#### What you are asked to do
Return the full listing character for character, without its pictures.

#### Study material
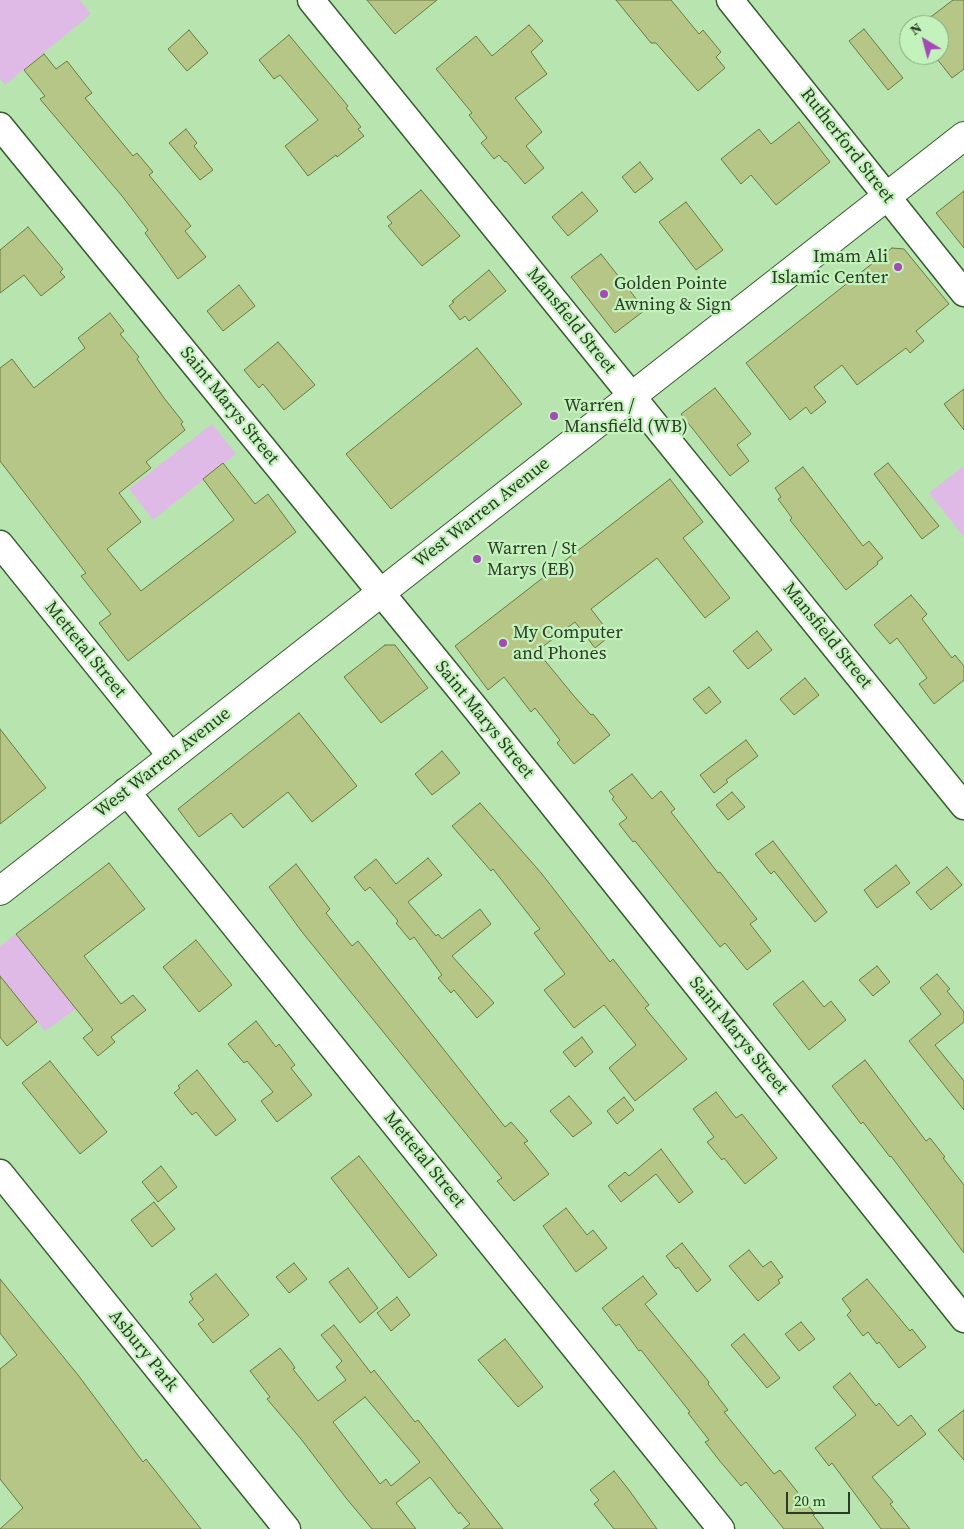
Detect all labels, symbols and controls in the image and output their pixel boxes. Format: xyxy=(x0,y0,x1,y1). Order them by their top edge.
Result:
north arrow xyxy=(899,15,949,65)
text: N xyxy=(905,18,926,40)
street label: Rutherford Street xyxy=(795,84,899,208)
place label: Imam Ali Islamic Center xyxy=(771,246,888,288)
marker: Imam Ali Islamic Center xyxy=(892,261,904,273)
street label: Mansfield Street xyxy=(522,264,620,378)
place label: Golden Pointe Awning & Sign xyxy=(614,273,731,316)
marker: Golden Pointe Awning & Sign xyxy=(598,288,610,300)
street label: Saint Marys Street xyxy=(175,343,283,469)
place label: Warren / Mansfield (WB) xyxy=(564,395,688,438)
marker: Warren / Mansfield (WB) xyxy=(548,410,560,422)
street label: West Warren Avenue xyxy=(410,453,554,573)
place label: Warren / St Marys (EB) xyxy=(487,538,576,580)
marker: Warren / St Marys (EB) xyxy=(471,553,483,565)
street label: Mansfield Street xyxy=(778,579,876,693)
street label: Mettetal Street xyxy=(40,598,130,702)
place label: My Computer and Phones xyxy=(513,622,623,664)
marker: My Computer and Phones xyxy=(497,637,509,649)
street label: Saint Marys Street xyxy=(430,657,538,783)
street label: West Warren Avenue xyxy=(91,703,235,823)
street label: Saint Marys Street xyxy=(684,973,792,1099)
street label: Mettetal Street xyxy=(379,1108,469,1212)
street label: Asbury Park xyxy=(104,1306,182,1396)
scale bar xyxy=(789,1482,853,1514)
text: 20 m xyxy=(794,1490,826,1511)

#### Result of the task
Detect all labels, symbols and controls in the image and output their pixel boxes. Format: xyxy=(x0,y0,x1,y1). Order them by their top edge.
Result:
north arrow xyxy=(899,15,949,65)
text: N xyxy=(905,18,926,40)
street label: Rutherford Street xyxy=(795,84,899,208)
place label: Imam Ali Islamic Center xyxy=(771,246,888,288)
marker: Imam Ali Islamic Center xyxy=(892,261,904,273)
street label: Mansfield Street xyxy=(522,264,620,378)
place label: Golden Pointe Awning & Sign xyxy=(614,273,731,316)
marker: Golden Pointe Awning & Sign xyxy=(598,288,610,300)
street label: Saint Marys Street xyxy=(175,343,283,469)
place label: Warren / Mansfield (WB) xyxy=(564,395,688,438)
marker: Warren / Mansfield (WB) xyxy=(548,410,560,422)
street label: West Warren Avenue xyxy=(410,453,554,573)
place label: Warren / St Marys (EB) xyxy=(487,538,576,580)
marker: Warren / St Marys (EB) xyxy=(471,553,483,565)
street label: Mansfield Street xyxy=(778,579,876,693)
street label: Mettetal Street xyxy=(40,598,130,702)
place label: My Computer and Phones xyxy=(513,622,623,664)
marker: My Computer and Phones xyxy=(497,637,509,649)
street label: Saint Marys Street xyxy=(430,657,538,783)
street label: West Warren Avenue xyxy=(91,703,235,823)
street label: Saint Marys Street xyxy=(684,973,792,1099)
street label: Mettetal Street xyxy=(379,1108,469,1212)
street label: Asbury Park xyxy=(104,1306,182,1396)
scale bar xyxy=(789,1482,853,1514)
text: 20 m xyxy=(794,1490,826,1511)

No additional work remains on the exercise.